Editorial: Nada de novo

O Hospital Público Regional Divino Espírito Santo ganhou, mais uma vez, as redes sociais e os noticiários. A pauta não é nada que o divinopolitano já não está acostumado. A obra permanece parada. Há exatos oito meses, o Governo do Estado realizou uma cerimônia para anunciar a retomada da construção - parada há sete anos. A promessa é de que o Hospital Regional seja concluído e entregue à população até o final do primeiro semestre de 2025. Entre vídeos, discursos e aplausos, o evento foi encerrado e Romeu Zema (Novo) foi embora de Divinópolis garantindo que, desta vez, seria diferente. Com o dinheiro em caixa, a população veria a obra finalizada. Mesmo a assinatura da ordem de serviço para a retomada da construção não ser garantia de que, enfim, a unidade será entregue, Zema prometeu que essa não seria mais uma “operação falida”.
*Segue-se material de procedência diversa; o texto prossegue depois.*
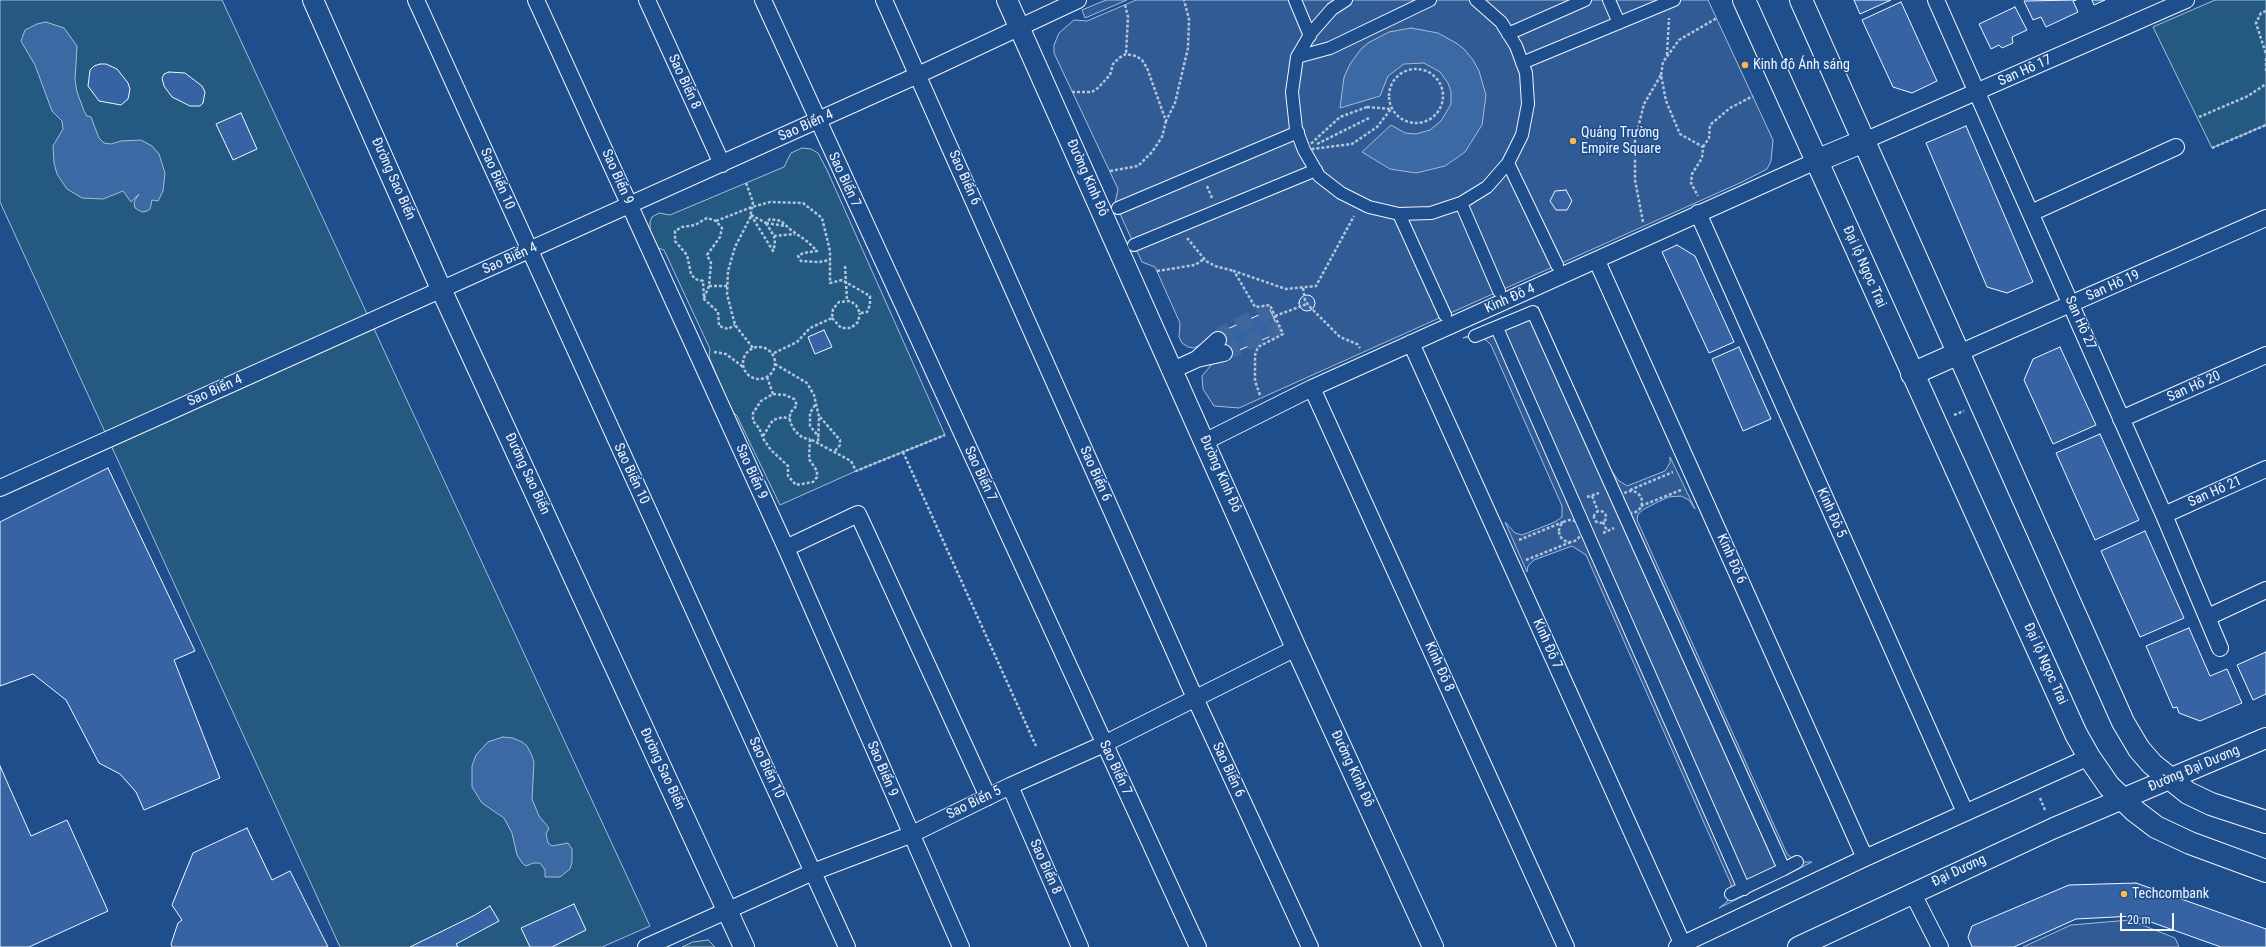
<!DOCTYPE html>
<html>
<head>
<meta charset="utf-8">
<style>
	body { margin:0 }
	#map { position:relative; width:2266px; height:947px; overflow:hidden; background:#1f4e8c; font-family:"Roboto Condensed",sans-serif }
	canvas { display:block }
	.scale { position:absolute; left:2120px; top:913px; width:54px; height:18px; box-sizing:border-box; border:2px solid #f2f6ff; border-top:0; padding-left:5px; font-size:12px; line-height:14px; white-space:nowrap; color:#f2f6ff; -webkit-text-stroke:3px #1f4e8c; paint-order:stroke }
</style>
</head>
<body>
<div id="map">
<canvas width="2266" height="947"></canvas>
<div class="scale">20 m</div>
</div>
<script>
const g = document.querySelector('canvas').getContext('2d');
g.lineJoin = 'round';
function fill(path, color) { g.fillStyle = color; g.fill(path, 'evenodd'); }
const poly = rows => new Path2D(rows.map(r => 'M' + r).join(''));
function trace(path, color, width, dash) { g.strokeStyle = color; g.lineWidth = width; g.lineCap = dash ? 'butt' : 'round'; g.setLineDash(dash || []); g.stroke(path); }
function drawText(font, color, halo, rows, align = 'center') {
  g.font = font + ' "Roboto Condensed",sans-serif'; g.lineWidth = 3; g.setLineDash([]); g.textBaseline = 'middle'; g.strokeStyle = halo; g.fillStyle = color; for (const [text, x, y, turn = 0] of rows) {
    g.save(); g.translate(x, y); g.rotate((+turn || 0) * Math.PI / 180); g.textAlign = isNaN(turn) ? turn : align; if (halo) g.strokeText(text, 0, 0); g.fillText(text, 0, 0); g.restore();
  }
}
const green = poly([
	[0,0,222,0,650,926,602,947,340,947,0,202,0,0],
	[2215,0,2266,0,2266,125,2212,148,2153,27,2215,0],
	[802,148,811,149,818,153,827,170,945,435,856,471,780,505,737,416,731,410,709,357,710,349,664,250,658,248,650,231,650,222,652,217,659,213,670,215,784,167,791,153,802,148],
	[708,940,715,947,682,947,693,942,708,940]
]);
fill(green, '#245a82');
trace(green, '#a8bbd7', 1);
const parking = poly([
	[1106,0,1127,0,1085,18,1082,10,1106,0],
	[1136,0,1708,0,1773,140,1771,161,1767,169,1742,182,1239,408,1214,406,1203,389,1202,376,1212,364,1224,359,1214,338,1194,348,1188,347,1182,343,1179,337,1180,323,1155,267,1142,262,1115,203,1118,189,1054,53,1054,45,1059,33,1074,20,1087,21,1136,0],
	[1538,307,1609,467,1618,480,1627,486,1665,471,1670,463,1670,457,1695,509,1689,500,1681,496,1668,497,1644,509,1638,514,1637,520,1787,854,1797,862,1812,862,1719,908,1727,902,1731,894,1731,884,1586,555,1572,546,1534,560,1528,566,1527,572,1505,522,1515,533,1522,535,1555,522,1562,517,1562,506,1491,345,1486,340,1475,336,1463,338,1538,307],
	[2130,920,2175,938,2179,947,2023,947,2071,925,2130,920]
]);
fill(parking, '#305b95');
trace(parking, '#a8bbd7', 1);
const water = poly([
	[46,22,64,28,77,46,75,80,77,92,84,111,87,116,91,117,99,138,104,143,111,144,121,141,141,140,152,146,159,154,165,173,163,191,158,201,152,200,150,209,147,211,142,212,135,208,134,202,139,194,131,202,123,191,103,199,82,198,67,189,57,174,54,163,53,146,63,129,62,121,52,111,35,65,21,41,25,30,37,24,46,22],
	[1411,28,1438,33,1456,43,1464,49,1473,60,1479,71,1486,95,1482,125,1465,152,1445,166,1416,173,1390,169,1362,152,1391,125,1405,133,1416,134,1430,130,1441,121,1451,104,1451,92,1448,83,1440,72,1424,63,1404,64,1388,76,1380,96,1340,108,1344,77,1350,64,1361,49,1368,43,1389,32,1411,28],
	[503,737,513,738,522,742,527,746,532,756,534,762,532,799,539,816,549,828,546,834,548,843,552,846,568,843,572,849,572,862,570,869,560,877,545,877,545,870,540,863,533,863,526,866,523,864,517,855,512,833,504,818,482,803,472,787,472,766,476,755,488,742,503,737]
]);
fill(water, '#3b69a3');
trace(water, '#a8bbd7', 1);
const building = poly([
	[1854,0,1891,0,1860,14,1854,0],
	[2076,0,2073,1,2078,12,2046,27,2041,17,2033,20,2024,1,2076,0],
	[2092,0,2105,0,2094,5,2092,0],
	[1901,2,1937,81,1912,93,1893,87,1862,20,1901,2],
	[2015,7,2027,30,2012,37,2013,43,2002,48,1999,45,1991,49,1979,24,2015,7],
	[100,64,106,64,117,69,128,83,130,89,128,99,121,105,99,101,88,86,90,70,94,66,100,64],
	[169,72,185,73,202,86,205,92,203,103,200,106,190,106,172,97,164,86,162,78,164,74,169,72],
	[241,113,257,149,233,160,216,124,241,113],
	[1966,126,2033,282,2007,293,1987,287,1926,143,1966,126],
	[1566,190,1572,201,1567,210,1556,210,1550,201,1555,191,1566,190],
	[1677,245,1695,256,1734,342,1709,353,1662,252,1677,245],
	'1299 303a8 8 0 1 1 16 0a8 8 0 1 1-16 0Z',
	[1270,310,1280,332,1226,356,1216,334,1270,310],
	[824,330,832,347,815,354,808,337,824,330],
	[1739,347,1771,419,1743,431,1712,359,1739,347],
	[2060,347,2096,425,2053,444,2024,380,2033,359,2060,347],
	[2100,434,2139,520,2095,540,2056,453,2100,434],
	[108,468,195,651,174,660,220,778,144,810,136,792,120,774,99,763,66,700,33,674,0,686,0,522,108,468],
	[2145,531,2184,618,2140,637,2101,551,2145,531],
	[2189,628,2210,676,2227,669,2242,703,2200,721,2179,713,2177,707,2173,708,2146,646,2189,628],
	[2266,652,2266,694,2253,700,2237,665,2266,652],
	[0,766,31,836,67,820,108,911,29,947,0,947,0,766],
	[247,828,272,880,290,871,328,947,172,947,171,944,178,923,182,920,172,905,193,853,247,828],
	[2136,883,2266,929,2266,947,2221,947,2134,916,2076,919,2014,947,1972,947,1968,937,1972,926,2069,885,2136,883],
	[574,904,586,930,552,947,530,947,521,928,574,904],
	[490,906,499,921,456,944,458,947,410,947,475,915,490,906]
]);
fill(building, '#3563a3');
trace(building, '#f2f6ff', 1);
trace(poly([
	[1218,340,1225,332,1270,311],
	[1224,353,1279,329]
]), '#3f679d', 16, [16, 8]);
const pedestrian = poly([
	[1295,0,1310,36],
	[1346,0,1332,9,1311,33,1297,57,1292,92,1296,129,1304,150,1319,176,1341,193,1369,207,1399,214,1431,213,1461,203,1487,187,1508,163,1522,135,1528,104,1526,73,1516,46,1501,22,1476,0],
	[1609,0,1619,23],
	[1508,34,1585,0],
	[1297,57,1330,48,1430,0],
	[1522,63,1674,0],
	[1508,163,1557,265],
	[1461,203,1499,291],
	[1118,208,1298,132],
	[1399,214,1445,315],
	[1134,245,1316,170],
	[1497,328,1744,889],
	[1475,336,1533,312,1784,869,1731,894],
	[1784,869,1797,862]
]);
const minor = poly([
	[416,0,847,947],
	[536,0,786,548,961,947],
	[647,0,722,164],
	[763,0,1198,947],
	[884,0,1195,698,1310,947],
	[1936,0,2164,515,2220,648],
	[1864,141,2186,0],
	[1698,213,1965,812],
	[2031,213,2176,147],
	[1597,261,1865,858],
	[1411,343,1683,945],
	[1959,353,2266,218],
	[1197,359,1218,340],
	[1173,370,1197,359,1224,353],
	[1312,388,1566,947],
	[2121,419,2266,355],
	[1206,441,1312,388,1816,161],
	[0,488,918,75,1078,0],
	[2164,515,2266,469],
	[786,548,858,514,988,797],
	[2208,617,2266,590],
	[1010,786,1080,947],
	[1912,892,1940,947],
	[646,947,813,872,910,835,1010,786,1104,744,1296,648],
	[1677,947,1865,858,2089,757]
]);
const tertiary = poly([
	[313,0,441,289,744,947],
	[1007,0,1296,648,1433,947],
	[1798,947,2054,828,2266,738]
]);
const secondary = poly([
	[1744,0,2076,734,2089,757,2109,786,2135,811,2156,827,2190,843,2266,871],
	[1801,0,2123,722,2139,749,2152,764,2188,793,2211,804,2266,822],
	[1816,161,1864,141],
	[1912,374,1959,353]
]);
trace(pedestrian, '#f2f6ff', 14);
trace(minor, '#f2f6ff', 18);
trace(tertiary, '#f2f6ff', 22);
trace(secondary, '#f2f6ff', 24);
trace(poly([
	[1125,5,1128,17,1126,54],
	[2266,11,2261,13,2256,23,2266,54],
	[1667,55,1669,18],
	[2266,58,2266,71],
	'1389 96a27 27 0 1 1 54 0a27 27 0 1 1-54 0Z',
	[1661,75,1663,62,1679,40,1717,18],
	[1072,92,1092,92,1098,88,1110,75,1113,64,1119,58,1126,54,1136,56,1142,60,1147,68,1166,121,1175,103,1188,48,1189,19,1184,0],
	[1367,107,1391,109,1377,127,1352,144,1304,150,1340,117,1367,107],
	[2199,117,2248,96,2266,84],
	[1317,144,1369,118],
	[1703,147,1709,138,1710,125,1730,108,1753,96],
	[2212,148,2266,125],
	[1110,171,1138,166,1152,152,1162,137,1166,121],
	[746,183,753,202,750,218,735,247,728,271,727,294,735,325,753,348],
	[1207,186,1212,198],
	[751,215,766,223,770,219,781,221,791,230,808,242,817,251,803,253,798,256,801,261,819,262,830,260],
	[751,215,773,251,775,244,774,236],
	[716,221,752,207,770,202,803,203,822,218,830,251,830,283,842,280,870,296,870,305,867,312,860,313,856,305,850,301,839,302,833,309,832,318,810,328,797,342,772,354],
	[1643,222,1635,180,1635,140,1644,104,1661,75,1666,101,1680,134,1703,147,1702,158,1692,174,1691,183,1698,196],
	[766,223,774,236,795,234],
	[766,223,786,226],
	[1187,238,1206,261,1215,266,1234,271],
	[845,266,847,300],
	[1157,271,1195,265,1204,259],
	[727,286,709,286,711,263,707,255,720,237,722,228,716,221,707,218,695,225,682,227,675,231,675,241,687,255,691,274,695,279,703,281,704,299,718,312,719,326,728,329,735,325],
	[1303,288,1305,300,1309,306,1340,337,1357,344,1360,348],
	[704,298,709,286],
	[1275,316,1307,304],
	[832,318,841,328,851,328,858,322,860,313],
	'743 363a16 16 0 1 1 32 0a16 16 0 1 1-32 0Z',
	[714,352,726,354,743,367],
	[775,364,807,383,814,395,819,417,818,444],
	[767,377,773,394,761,401,753,413,753,421,759,428,764,440,771,450,788,466,788,476,796,485,813,482,817,477,817,471,809,459,810,439,851,461,856,471,945,435],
	[773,394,785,395,794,399,797,405,790,413,790,422,795,431,803,438,810,439],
	[1260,395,1255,381,1255,355,1258,347,1283,334,1270,305,1255,307,1234,271,1286,289,1316,286,1354,216],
	[815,405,810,413,810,426,819,437],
	[1954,415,1964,411],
	[820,417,840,440,840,445,835,451],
	[763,436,773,420,783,417,790,419],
	[903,452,1036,746],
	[1630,490,1673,472],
	'1620 502a11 11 0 1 1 22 0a11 11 0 1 1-22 0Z',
	[1592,496,1598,511],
	[1587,497,1599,493],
	[1641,506,1681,490],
	'1594 517a6 6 0 1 1 12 0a6 6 0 1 1-12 0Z',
	'1559 531a11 11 0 1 1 22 0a11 11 0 1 1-22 0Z',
	[1603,522,1607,531],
	[1603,533,1614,528],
	[1519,540,1563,522],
	[1526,560,1571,542],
	[2040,798,2045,810]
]), '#b3c4dc', 2.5, [3, 2]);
trace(pedestrian, '#1f4e8c', 12);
trace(minor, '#1f4e8c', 16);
trace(tertiary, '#1f4e8c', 20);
trace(secondary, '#1f4e8c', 22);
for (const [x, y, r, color] of [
	[1745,65,4,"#ffb74d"],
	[1573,141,4,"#ffb74d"],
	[2124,894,4,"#ffb74d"]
]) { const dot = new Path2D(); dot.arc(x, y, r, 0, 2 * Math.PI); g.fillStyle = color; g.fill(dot); trace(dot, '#1f4e8c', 1.5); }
drawText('14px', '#f2f6ff', '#1f4e8c', [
	["Kinh đô Ánh sáng",1753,65],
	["Quảng Trường",1581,133],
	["Empire Square",1581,149],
	["Techcombank",2132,894]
], 'left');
drawText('14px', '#f2f6ff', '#1f4e8c', [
	["San Hô 17",2025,71,-24],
	["Sao Biển 8",684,82,65],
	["Sao Biển 4",806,126,-24],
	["Sao Biển 9",617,177,66],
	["Sao Biển 6",964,178,66],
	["Đường Kinh Đô",1087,178,66],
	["Đường Sao Biển",393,179,66],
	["Sao Biển 10",497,179,66],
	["Sao Biển 7",844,180,65],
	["Sao Biển 4",510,259,-24],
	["Đại lộ Ngọc Trai",1864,267,66],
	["San Hô 19",2113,286,-24],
	["Kinh Đô 4",1510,299,-24],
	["San Hô 27",2080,323,66],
	["San Hô 20",2194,387,-24],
	["Sao Biển 4",215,391,-24],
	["Sao Biển 9",751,472,66],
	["Đường Sao Biển",527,474,65],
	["Sao Biển 10",631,474,65],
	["Sao Biển 7",980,474,65],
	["Sao Biển 6",1095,474,66],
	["Đường Kinh Đô",1220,474,66],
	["San Hô 21",2215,492,-24],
	["Kinh Đô 5",1831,513,66],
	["Kinh Đô 6",1731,559,66],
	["Kinh Đô 7",1547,644,66],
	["Đại lộ Ngọc Trai",2045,664,66],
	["Kinh Đô 8",1439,667,66],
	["Sao Biển 10",766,768,65],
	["Sao Biển 7",1115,768,65],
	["Đường Sao Biển",662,769,65],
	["Sao Biển 9",882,769,67],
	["Đường Kinh Đô",1352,769,65],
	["Đường Đại Dương",2194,769,-23],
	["Sao Biển 6",1228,770,65],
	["Sao Biển 5",974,803,-26],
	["Sao Biển 8",1045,867,66],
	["Đại Dương",1959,871,-25]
]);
</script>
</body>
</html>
Oito meses depois, a situação mudou pouco no campo prático. As obras seguem paradas e políticos aproveitam para fazer politicagem em cima do assunto. A cada dia há um novo vídeo seja com críticas, cobranças ou promessas de novidades. No fim das contas, não há nada de novo.
O Hospital Regional segue cumprindo fielmente o seu papel de “elefante branco”, esfregando na cara da população o desperdício de dinheiro público. É como dizem, “falar até papagaio fala”. Prometer qualquer um promete, agora fazer, executar, entregar, colocar funcionando, é diferente. A verdade é que a população já está mais do que calejada e cansada quando o assunto é esse. Entra gestão, sai gestão, entra político, sai político, discursos, vídeos, coletivas, reuniões com autoridades… Tudo para anunciar o que não vai acontecer tudo continuar igual. O tempo passa e o hospital segue “aprodecendo”. A população pode até se empolgar, e iludir por um instante, acreditando que “agora vai”, afinal “somos brasileiros e não desistimos nunca”, mas basta deixar as semanas transcorreram para mostrar que não há nada de novo quando o assunto é esse. Não há qualquer mudança ou novidade.
A situação leva a questionar: mas, afinal, o que falta? Competência? Articulação política? Comprometimento? Dinheiro, como o próprio Romeu Zema disse em fevereiro, não falta e o recurso para a finalização da obra está garantido. Então, o que falta para que, enfim, anunciemos algo novo? O que falta para que um dia o Hospital Público Regional ocupe os noticiários com algo que realmente valha a pena publicar? De todo o resto, o povo já está cansado, pois está mais do que provado que isso tudo não resolve nada e não conclui obra.